How the EVM translates to Data Tables in Dune

You can read about the basics of relational databases here. If you don’t know what “tables” mean, think of every transaction as a row in an excel sheet. Tables in Dune all have shared/related columns, most commonly being a contract/wallet address or transaction hash. EVM refers to “Ethereum Virtual Machine”, which chains like Ethereum, Gnosis, Avalanche, Arbitrum, Optimism, Polygon, and Binance all use as a standard - so the raw data outputs are all roughly the same.

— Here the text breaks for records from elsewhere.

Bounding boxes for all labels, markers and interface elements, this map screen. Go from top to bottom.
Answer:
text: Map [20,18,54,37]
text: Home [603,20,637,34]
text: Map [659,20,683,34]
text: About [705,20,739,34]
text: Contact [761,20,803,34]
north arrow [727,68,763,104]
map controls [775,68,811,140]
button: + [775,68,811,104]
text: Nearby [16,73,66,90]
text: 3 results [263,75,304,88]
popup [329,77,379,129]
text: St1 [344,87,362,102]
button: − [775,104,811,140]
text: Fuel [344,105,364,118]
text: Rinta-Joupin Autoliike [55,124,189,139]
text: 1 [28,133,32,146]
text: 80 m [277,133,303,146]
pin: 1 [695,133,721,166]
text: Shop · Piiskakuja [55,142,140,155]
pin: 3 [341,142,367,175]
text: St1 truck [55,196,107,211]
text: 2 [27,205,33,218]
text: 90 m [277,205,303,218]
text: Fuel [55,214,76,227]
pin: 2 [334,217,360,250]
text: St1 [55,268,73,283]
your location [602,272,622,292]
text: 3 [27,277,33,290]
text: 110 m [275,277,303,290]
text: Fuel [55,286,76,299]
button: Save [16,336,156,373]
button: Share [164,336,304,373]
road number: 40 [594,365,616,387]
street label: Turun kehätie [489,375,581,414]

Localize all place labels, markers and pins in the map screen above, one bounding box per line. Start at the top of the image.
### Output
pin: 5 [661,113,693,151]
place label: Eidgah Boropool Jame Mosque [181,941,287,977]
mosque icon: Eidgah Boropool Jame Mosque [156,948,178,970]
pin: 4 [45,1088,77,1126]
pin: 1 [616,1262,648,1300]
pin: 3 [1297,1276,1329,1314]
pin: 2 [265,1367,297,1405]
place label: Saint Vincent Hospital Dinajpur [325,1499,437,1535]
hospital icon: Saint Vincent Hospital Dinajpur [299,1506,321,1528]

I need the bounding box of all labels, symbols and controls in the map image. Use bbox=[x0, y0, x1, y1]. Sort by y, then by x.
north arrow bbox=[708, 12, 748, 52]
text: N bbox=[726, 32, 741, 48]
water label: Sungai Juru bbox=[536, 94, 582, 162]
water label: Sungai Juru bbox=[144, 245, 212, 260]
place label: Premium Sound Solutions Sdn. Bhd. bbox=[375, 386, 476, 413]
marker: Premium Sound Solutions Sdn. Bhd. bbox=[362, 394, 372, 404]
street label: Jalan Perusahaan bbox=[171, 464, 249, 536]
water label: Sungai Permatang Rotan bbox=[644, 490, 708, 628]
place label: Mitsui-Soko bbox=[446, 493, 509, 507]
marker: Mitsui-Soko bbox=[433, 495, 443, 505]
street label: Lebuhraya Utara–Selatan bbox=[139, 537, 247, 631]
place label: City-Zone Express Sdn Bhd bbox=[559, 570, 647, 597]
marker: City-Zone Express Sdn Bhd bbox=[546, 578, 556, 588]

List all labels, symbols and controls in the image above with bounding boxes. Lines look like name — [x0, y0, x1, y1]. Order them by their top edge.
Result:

Dune has a lot of tables. If you’ve checked out the explorer in the query interface, then I’m sure you’ve already been overwhelmed. I’ve shown a hierarchy of tables below so you can understand the icons you see and the types of tables they correspond to:

The simplest table is the “transactions” table, where from is the wallet signing the transaction, to is the address that was interacted with, and input is the data passed to call a function. The relationships require more EVM knowledge to navigate as you get into more complex tables like traces/logs or decoded tables. Transaction hash (hash or tx_hash) is unique in just the transactions table, in every other table there can be duplicates based on how the transaction was executed.

I’ll keep saying it - all of these tables relate to one another in some way. All logs and traces can be tied to a transaction, and all transactions can be tied to a block. You need to focus on understanding the order in which the data was created in (on-chain), and how that then informs how the tables below are populated.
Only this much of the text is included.